1. Unsupervised learning added to the fraud environment enables organizations to find edge cases in the data and proactively identify abnormal behaviors not found in traditional methods. These abnormal behaviors can be moved into a supervised learning process, like regression or classification analytics, to predict if these outliers are new types of fraudulent activities that require additional investigation.
2. Text analytics provide unique insights by disambiguating certain data attributes that numerical data can’t identify and therefore helping to identify unknown patterns between text and traditional data components. These insights may lead to new fraud patterns for consideration.

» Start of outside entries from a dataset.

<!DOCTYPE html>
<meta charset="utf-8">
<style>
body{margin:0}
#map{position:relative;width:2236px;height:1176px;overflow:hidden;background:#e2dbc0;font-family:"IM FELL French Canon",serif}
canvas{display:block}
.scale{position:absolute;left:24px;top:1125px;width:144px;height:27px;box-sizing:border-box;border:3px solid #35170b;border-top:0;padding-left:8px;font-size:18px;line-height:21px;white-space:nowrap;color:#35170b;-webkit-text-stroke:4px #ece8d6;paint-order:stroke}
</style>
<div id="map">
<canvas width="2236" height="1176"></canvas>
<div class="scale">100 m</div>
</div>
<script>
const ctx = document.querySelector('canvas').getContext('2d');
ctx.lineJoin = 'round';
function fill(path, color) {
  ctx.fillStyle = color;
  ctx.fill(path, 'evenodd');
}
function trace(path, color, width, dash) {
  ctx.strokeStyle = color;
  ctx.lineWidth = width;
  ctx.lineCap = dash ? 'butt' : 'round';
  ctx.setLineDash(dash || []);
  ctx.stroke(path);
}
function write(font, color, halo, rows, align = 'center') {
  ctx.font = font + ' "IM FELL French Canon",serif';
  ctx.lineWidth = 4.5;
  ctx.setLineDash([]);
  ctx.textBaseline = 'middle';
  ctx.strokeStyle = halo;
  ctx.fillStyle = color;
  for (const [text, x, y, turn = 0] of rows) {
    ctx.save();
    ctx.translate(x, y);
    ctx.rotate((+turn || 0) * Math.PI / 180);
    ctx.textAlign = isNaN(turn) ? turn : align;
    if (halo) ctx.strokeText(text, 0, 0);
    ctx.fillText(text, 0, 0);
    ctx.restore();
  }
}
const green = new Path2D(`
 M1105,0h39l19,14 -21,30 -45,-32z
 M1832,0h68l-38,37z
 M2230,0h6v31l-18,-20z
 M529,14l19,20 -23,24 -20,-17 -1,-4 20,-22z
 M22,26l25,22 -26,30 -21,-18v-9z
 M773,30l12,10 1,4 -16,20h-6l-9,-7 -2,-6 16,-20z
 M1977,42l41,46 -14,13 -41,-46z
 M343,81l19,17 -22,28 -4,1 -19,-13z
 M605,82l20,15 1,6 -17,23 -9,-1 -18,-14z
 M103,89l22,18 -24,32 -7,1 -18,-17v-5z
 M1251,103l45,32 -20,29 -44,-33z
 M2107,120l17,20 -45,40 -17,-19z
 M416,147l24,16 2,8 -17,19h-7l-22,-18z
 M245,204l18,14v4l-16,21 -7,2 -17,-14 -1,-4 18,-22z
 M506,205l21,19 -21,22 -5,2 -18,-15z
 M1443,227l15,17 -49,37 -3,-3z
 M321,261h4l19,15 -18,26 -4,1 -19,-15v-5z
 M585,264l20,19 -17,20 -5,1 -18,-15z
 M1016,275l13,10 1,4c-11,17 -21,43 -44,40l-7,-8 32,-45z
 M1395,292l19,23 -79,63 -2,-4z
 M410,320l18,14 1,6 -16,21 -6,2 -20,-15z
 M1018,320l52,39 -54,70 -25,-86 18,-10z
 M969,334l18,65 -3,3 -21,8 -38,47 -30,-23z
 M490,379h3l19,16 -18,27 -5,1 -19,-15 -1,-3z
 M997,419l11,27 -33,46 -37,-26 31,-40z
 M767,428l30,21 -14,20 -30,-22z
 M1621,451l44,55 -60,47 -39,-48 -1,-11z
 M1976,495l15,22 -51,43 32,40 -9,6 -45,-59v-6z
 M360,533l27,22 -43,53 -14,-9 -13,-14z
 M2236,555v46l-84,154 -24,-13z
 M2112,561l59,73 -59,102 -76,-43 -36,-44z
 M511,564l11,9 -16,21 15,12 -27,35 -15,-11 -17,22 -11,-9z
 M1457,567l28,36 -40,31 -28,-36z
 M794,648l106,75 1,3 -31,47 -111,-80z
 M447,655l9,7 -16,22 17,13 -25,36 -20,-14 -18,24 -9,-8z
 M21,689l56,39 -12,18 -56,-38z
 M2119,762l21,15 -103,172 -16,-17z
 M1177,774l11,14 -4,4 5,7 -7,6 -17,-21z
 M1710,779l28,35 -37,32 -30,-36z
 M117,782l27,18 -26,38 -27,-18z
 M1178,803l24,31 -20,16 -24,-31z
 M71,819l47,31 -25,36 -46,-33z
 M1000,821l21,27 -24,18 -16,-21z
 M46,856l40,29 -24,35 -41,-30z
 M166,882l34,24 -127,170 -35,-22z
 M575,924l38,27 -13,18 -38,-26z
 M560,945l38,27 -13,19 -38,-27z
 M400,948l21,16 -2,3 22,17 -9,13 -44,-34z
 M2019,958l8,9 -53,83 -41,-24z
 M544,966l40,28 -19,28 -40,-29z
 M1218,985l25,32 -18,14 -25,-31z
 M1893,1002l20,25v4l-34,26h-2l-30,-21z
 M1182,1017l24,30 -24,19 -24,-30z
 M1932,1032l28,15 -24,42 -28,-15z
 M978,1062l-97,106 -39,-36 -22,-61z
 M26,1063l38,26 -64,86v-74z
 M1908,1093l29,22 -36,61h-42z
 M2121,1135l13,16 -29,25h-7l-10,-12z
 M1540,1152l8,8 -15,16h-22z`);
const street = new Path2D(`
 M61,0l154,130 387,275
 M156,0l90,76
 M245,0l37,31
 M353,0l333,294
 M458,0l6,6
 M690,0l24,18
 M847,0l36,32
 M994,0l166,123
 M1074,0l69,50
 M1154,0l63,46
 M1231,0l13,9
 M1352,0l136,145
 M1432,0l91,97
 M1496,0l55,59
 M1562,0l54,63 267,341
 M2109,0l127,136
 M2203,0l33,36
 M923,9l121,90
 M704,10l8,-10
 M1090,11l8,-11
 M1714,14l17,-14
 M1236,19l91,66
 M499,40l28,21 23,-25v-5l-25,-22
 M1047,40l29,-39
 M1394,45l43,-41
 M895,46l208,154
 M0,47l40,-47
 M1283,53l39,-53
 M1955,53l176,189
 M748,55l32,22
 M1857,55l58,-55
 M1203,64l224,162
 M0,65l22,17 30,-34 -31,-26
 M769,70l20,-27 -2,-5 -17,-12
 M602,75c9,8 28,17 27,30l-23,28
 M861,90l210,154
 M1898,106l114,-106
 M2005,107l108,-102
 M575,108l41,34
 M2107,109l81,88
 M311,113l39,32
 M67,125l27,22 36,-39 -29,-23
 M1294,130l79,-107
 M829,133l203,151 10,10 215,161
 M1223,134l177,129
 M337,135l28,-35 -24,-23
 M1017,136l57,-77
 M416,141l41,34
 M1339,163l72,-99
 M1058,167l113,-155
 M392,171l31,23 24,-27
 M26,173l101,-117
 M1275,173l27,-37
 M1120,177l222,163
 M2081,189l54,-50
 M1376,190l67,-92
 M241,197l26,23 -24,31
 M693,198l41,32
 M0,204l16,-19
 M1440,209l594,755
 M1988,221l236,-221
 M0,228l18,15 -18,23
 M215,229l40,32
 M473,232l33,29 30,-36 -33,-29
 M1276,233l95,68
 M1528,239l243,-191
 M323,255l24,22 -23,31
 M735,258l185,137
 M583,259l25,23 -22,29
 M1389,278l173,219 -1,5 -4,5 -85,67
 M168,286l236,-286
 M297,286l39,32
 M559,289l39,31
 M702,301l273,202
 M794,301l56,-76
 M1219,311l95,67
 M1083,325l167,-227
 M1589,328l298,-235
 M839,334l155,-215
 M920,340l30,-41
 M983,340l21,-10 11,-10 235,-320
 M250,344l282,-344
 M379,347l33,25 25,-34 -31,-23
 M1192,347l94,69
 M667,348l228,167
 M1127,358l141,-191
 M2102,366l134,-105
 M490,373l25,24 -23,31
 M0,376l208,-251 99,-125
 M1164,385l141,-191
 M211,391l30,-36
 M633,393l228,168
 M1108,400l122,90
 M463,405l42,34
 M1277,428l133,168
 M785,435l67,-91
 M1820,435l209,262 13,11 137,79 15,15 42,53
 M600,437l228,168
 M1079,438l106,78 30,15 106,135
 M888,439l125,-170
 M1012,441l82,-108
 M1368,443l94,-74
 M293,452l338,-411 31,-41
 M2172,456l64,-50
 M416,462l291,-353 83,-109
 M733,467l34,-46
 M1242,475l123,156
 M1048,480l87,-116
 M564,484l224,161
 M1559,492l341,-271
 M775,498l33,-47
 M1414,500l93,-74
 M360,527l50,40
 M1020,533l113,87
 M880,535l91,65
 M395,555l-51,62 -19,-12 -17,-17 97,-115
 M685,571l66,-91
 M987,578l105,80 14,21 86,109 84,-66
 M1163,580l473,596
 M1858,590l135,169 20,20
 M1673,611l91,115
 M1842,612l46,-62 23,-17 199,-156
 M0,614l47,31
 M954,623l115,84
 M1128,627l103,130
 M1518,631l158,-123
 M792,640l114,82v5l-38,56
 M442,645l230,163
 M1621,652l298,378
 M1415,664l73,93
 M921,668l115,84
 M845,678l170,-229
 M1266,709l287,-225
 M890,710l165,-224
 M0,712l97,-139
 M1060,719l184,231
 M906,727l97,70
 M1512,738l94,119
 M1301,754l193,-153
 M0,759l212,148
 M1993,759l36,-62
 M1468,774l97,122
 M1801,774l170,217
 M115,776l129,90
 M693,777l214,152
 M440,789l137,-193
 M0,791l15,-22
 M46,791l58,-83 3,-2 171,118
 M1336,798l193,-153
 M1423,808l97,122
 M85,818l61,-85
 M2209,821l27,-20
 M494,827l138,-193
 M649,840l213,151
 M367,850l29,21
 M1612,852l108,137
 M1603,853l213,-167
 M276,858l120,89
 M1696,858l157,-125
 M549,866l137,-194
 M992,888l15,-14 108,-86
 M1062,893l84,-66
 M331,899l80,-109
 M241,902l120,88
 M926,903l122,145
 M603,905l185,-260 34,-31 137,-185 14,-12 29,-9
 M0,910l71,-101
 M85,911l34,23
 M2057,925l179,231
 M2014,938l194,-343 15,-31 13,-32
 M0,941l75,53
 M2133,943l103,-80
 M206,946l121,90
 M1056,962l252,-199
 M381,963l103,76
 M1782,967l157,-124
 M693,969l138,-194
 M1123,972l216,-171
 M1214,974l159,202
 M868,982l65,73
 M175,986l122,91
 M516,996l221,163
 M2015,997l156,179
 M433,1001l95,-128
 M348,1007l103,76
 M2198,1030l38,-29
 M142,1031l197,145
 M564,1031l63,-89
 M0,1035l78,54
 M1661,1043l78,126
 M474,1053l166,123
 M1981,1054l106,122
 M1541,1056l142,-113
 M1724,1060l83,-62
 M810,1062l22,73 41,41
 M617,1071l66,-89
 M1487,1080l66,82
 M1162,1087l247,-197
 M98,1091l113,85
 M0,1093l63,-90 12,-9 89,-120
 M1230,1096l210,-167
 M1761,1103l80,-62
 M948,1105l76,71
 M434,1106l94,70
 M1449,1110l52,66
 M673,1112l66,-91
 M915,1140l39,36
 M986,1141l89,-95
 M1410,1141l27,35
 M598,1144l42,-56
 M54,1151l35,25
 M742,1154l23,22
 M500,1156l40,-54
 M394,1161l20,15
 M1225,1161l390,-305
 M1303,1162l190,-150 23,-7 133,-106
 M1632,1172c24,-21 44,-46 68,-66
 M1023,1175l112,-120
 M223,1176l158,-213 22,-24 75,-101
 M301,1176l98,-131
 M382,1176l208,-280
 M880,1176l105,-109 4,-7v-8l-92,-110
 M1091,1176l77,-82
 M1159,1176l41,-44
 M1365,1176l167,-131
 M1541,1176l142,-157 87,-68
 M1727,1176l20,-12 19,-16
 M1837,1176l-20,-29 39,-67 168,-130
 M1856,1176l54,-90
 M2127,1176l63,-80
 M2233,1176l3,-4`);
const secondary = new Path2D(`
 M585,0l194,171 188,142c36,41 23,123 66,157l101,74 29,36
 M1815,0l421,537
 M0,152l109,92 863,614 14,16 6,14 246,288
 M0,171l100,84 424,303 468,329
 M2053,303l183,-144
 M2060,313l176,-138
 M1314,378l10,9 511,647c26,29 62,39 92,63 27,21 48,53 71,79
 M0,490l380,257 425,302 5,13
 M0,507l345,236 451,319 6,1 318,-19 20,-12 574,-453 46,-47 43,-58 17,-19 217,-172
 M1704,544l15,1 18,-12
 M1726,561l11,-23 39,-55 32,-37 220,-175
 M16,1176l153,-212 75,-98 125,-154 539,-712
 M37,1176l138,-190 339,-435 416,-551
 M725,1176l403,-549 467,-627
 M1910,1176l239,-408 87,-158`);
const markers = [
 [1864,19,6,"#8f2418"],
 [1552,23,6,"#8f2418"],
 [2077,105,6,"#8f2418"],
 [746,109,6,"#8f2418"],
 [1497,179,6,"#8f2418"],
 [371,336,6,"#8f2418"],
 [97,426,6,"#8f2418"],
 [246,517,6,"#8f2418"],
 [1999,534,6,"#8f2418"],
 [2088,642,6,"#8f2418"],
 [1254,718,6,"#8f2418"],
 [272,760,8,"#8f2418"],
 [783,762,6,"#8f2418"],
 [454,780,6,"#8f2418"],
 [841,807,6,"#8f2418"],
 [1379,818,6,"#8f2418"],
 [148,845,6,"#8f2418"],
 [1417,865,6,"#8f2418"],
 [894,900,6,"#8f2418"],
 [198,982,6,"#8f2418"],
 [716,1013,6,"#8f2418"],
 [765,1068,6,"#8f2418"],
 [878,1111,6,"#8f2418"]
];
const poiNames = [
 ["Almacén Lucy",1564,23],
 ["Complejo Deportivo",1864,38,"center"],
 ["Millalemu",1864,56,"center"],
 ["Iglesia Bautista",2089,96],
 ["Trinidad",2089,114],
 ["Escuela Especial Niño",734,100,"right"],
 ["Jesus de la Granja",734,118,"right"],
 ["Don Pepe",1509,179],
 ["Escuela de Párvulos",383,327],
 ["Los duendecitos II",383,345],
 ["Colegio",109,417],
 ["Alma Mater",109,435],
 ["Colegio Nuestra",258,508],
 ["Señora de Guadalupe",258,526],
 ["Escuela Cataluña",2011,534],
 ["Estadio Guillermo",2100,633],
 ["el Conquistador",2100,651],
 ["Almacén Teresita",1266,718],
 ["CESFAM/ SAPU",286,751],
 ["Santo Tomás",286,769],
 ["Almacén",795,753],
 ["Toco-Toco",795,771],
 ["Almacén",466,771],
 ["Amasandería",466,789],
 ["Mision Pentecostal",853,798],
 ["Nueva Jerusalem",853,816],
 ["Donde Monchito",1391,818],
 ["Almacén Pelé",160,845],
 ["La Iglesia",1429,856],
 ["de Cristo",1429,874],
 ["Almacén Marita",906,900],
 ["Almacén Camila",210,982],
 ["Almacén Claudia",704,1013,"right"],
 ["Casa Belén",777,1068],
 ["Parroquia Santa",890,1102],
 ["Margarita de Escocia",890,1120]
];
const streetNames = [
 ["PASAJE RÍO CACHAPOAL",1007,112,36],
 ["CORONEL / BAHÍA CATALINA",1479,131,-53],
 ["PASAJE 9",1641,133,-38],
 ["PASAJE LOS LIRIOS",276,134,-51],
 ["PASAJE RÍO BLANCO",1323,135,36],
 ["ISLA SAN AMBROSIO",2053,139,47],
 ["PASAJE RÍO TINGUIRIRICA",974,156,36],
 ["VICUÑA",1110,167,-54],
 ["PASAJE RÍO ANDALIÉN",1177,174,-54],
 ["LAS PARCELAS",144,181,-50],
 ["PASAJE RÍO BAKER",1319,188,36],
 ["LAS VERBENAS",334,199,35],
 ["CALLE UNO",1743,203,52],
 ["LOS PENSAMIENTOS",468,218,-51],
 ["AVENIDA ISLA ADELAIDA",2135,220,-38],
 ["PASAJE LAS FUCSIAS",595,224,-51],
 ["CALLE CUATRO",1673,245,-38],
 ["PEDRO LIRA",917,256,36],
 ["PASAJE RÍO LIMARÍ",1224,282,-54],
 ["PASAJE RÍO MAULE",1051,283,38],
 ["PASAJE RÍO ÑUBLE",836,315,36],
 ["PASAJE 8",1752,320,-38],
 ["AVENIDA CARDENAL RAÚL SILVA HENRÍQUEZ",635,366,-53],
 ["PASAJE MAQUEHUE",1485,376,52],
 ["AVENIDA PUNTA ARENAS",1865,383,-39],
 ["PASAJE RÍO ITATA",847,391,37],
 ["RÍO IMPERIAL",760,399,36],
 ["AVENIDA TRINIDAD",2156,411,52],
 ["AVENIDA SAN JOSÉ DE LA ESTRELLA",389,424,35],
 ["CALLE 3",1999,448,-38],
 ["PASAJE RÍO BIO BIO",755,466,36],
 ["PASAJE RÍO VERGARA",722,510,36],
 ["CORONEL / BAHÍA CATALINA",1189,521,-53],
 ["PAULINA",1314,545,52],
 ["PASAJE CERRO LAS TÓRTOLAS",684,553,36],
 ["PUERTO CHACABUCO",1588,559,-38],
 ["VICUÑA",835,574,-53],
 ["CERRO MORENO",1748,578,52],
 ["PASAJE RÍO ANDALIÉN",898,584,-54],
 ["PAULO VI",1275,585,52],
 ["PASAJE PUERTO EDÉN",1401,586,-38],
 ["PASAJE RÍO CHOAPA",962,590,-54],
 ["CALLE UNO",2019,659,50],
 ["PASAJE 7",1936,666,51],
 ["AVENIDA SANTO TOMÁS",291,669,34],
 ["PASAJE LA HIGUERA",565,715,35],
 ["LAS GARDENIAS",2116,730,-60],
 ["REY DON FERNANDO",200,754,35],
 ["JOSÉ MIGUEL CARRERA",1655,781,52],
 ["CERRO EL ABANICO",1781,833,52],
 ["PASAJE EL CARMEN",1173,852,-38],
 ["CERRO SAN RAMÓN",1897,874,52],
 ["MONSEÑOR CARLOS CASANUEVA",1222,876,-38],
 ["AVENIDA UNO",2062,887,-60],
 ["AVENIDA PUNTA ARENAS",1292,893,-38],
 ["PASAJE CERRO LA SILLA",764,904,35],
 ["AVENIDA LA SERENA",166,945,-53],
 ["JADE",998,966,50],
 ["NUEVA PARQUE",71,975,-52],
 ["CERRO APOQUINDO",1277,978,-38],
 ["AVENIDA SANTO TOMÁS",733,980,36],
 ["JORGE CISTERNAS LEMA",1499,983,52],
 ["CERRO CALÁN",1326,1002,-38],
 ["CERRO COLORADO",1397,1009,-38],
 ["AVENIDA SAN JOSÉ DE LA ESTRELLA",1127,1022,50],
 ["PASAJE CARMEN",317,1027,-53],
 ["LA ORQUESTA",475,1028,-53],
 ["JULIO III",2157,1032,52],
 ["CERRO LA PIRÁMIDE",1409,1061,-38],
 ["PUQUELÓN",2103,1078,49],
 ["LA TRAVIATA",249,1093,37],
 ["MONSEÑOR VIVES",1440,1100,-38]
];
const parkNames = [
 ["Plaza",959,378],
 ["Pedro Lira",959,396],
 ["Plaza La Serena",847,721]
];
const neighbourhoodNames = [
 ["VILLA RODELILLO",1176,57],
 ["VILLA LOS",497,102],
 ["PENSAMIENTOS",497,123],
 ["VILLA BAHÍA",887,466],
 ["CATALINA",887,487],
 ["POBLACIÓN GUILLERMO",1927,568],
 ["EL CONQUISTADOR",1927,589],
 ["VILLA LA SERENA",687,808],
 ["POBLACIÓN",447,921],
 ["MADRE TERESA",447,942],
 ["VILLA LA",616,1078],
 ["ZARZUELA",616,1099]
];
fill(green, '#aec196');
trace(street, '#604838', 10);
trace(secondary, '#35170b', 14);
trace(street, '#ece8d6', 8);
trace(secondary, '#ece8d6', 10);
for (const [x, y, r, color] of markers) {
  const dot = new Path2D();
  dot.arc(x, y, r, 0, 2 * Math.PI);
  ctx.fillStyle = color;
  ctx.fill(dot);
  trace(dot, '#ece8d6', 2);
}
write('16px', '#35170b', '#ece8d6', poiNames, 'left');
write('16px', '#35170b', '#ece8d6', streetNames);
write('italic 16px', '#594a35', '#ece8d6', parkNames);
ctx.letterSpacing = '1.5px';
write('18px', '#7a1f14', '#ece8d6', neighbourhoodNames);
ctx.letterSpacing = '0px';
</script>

3. Hibernation can be used for smart alerting to apply a scoring model across all data - active and historical - to identify new fraud patterns that need attention. This process consolidates scores into one entity-level score for risk assessment and transaction monitoring, helping to identify new, out-of-threshold incidents for additional investigation.
4. Adding automated natural language processing (NLP) to the fraud mix provides human language translations to complex analytical findings, delivering the information in a way that humans can use and understand. Coupling NLP with image recognition helps identify document types using context analytics on text classifications, improving the accuracy rates of fraud detection.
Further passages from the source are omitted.